- Task to carry out -
The expected answer is the data below, retyped exactly.

Content starts

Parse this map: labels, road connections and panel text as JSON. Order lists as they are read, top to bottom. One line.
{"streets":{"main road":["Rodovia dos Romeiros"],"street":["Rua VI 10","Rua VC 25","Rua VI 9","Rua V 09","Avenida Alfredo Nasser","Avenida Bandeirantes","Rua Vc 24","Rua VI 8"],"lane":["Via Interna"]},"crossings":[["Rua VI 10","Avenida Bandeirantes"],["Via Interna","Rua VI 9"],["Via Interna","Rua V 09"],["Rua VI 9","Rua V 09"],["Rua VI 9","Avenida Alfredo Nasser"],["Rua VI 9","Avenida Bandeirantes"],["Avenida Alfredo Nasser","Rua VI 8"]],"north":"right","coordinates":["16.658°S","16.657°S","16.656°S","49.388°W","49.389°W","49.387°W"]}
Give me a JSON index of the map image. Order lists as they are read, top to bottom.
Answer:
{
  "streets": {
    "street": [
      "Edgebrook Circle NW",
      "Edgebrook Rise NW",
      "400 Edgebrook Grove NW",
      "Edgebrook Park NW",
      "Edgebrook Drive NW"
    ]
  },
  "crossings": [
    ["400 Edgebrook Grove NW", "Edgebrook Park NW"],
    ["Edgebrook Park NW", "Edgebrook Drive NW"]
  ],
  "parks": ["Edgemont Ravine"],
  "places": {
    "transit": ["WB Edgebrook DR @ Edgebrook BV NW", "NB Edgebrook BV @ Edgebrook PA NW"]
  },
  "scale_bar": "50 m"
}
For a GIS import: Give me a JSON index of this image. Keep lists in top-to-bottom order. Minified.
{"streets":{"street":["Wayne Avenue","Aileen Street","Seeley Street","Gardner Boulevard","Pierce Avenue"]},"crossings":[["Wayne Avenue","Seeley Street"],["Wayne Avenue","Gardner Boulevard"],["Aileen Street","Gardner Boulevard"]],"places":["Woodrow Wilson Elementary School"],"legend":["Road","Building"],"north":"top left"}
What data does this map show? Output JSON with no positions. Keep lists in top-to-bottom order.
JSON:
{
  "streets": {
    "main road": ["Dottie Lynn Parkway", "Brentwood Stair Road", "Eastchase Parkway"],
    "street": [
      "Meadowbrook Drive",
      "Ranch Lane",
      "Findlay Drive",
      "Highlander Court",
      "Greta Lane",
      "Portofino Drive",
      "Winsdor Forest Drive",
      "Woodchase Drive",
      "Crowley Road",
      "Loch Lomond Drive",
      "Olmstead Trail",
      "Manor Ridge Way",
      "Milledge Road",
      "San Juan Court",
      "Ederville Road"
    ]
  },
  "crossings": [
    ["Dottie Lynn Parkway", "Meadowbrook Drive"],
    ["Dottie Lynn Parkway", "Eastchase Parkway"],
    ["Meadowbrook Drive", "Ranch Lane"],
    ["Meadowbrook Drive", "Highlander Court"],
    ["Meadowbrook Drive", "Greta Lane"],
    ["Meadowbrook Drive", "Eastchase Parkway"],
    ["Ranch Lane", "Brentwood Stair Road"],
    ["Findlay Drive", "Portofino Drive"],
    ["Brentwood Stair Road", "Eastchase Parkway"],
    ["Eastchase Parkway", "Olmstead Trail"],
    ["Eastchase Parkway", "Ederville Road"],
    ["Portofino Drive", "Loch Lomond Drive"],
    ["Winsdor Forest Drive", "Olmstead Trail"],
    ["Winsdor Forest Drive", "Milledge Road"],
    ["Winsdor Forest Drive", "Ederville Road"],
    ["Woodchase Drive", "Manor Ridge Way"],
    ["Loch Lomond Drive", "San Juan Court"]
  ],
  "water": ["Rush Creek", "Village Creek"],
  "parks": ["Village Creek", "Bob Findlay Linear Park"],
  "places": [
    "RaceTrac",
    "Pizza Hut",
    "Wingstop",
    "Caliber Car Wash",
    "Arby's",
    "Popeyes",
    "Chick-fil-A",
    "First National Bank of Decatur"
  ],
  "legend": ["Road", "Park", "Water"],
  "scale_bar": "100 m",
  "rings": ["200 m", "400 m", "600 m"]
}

Content ends

- Answer for the task -
Parse this map: labels, road connections and panel text as JSON. Order lists as they are read, top to bottom. One line.
{"streets":{"main road":["Rodovia dos Romeiros"],"street":["Rua VI 10","Rua VC 25","Rua VI 9","Rua V 09","Avenida Alfredo Nasser","Avenida Bandeirantes","Rua Vc 24","Rua VI 8"],"lane":["Via Interna"]},"crossings":[["Rua VI 10","Avenida Bandeirantes"],["Via Interna","Rua VI 9"],["Via Interna","Rua V 09"],["Rua VI 9","Rua V 09"],["Rua VI 9","Avenida Alfredo Nasser"],["Rua VI 9","Avenida Bandeirantes"],["Avenida Alfredo Nasser","Rua VI 8"]],"north":"right","coordinates":["16.658°S","16.657°S","16.656°S","49.388°W","49.389°W","49.387°W"]}
Give me a JSON index of the map image. Order lists as they are read, top to bottom.
Answer:
{
  "streets": {
    "street": [
      "Edgebrook Circle NW",
      "Edgebrook Rise NW",
      "400 Edgebrook Grove NW",
      "Edgebrook Park NW",
      "Edgebrook Drive NW"
    ]
  },
  "crossings": [
    ["400 Edgebrook Grove NW", "Edgebrook Park NW"],
    ["Edgebrook Park NW", "Edgebrook Drive NW"]
  ],
  "parks": ["Edgemont Ravine"],
  "places": {
    "transit": ["WB Edgebrook DR @ Edgebrook BV NW", "NB Edgebrook BV @ Edgebrook PA NW"]
  },
  "scale_bar": "50 m"
}
For a GIS import: Give me a JSON index of this image. Keep lists in top-to-bottom order. Minified.
{"streets":{"street":["Wayne Avenue","Aileen Street","Seeley Street","Gardner Boulevard","Pierce Avenue"]},"crossings":[["Wayne Avenue","Seeley Street"],["Wayne Avenue","Gardner Boulevard"],["Aileen Street","Gardner Boulevard"]],"places":["Woodrow Wilson Elementary School"],"legend":["Road","Building"],"north":"top left"}
What data does this map show? Output JSON with no positions. Keep lists in top-to-bottom order.
JSON:
{
  "streets": {
    "main road": ["Dottie Lynn Parkway", "Brentwood Stair Road", "Eastchase Parkway"],
    "street": [
      "Meadowbrook Drive",
      "Ranch Lane",
      "Findlay Drive",
      "Highlander Court",
      "Greta Lane",
      "Portofino Drive",
      "Winsdor Forest Drive",
      "Woodchase Drive",
      "Crowley Road",
      "Loch Lomond Drive",
      "Olmstead Trail",
      "Manor Ridge Way",
      "Milledge Road",
      "San Juan Court",
      "Ederville Road"
    ]
  },
  "crossings": [
    ["Dottie Lynn Parkway", "Meadowbrook Drive"],
    ["Dottie Lynn Parkway", "Eastchase Parkway"],
    ["Meadowbrook Drive", "Ranch Lane"],
    ["Meadowbrook Drive", "Highlander Court"],
    ["Meadowbrook Drive", "Greta Lane"],
    ["Meadowbrook Drive", "Eastchase Parkway"],
    ["Ranch Lane", "Brentwood Stair Road"],
    ["Findlay Drive", "Portofino Drive"],
    ["Brentwood Stair Road", "Eastchase Parkway"],
    ["Eastchase Parkway", "Olmstead Trail"],
    ["Eastchase Parkway", "Ederville Road"],
    ["Portofino Drive", "Loch Lomond Drive"],
    ["Winsdor Forest Drive", "Olmstead Trail"],
    ["Winsdor Forest Drive", "Milledge Road"],
    ["Winsdor Forest Drive", "Ederville Road"],
    ["Woodchase Drive", "Manor Ridge Way"],
    ["Loch Lomond Drive", "San Juan Court"]
  ],
  "water": ["Rush Creek", "Village Creek"],
  "parks": ["Village Creek", "Bob Findlay Linear Park"],
  "places": [
    "RaceTrac",
    "Pizza Hut",
    "Wingstop",
    "Caliber Car Wash",
    "Arby's",
    "Popeyes",
    "Chick-fil-A",
    "First National Bank of Decatur"
  ],
  "legend": ["Road", "Park", "Water"],
  "scale_bar": "100 m",
  "rings": ["200 m", "400 m", "600 m"]
}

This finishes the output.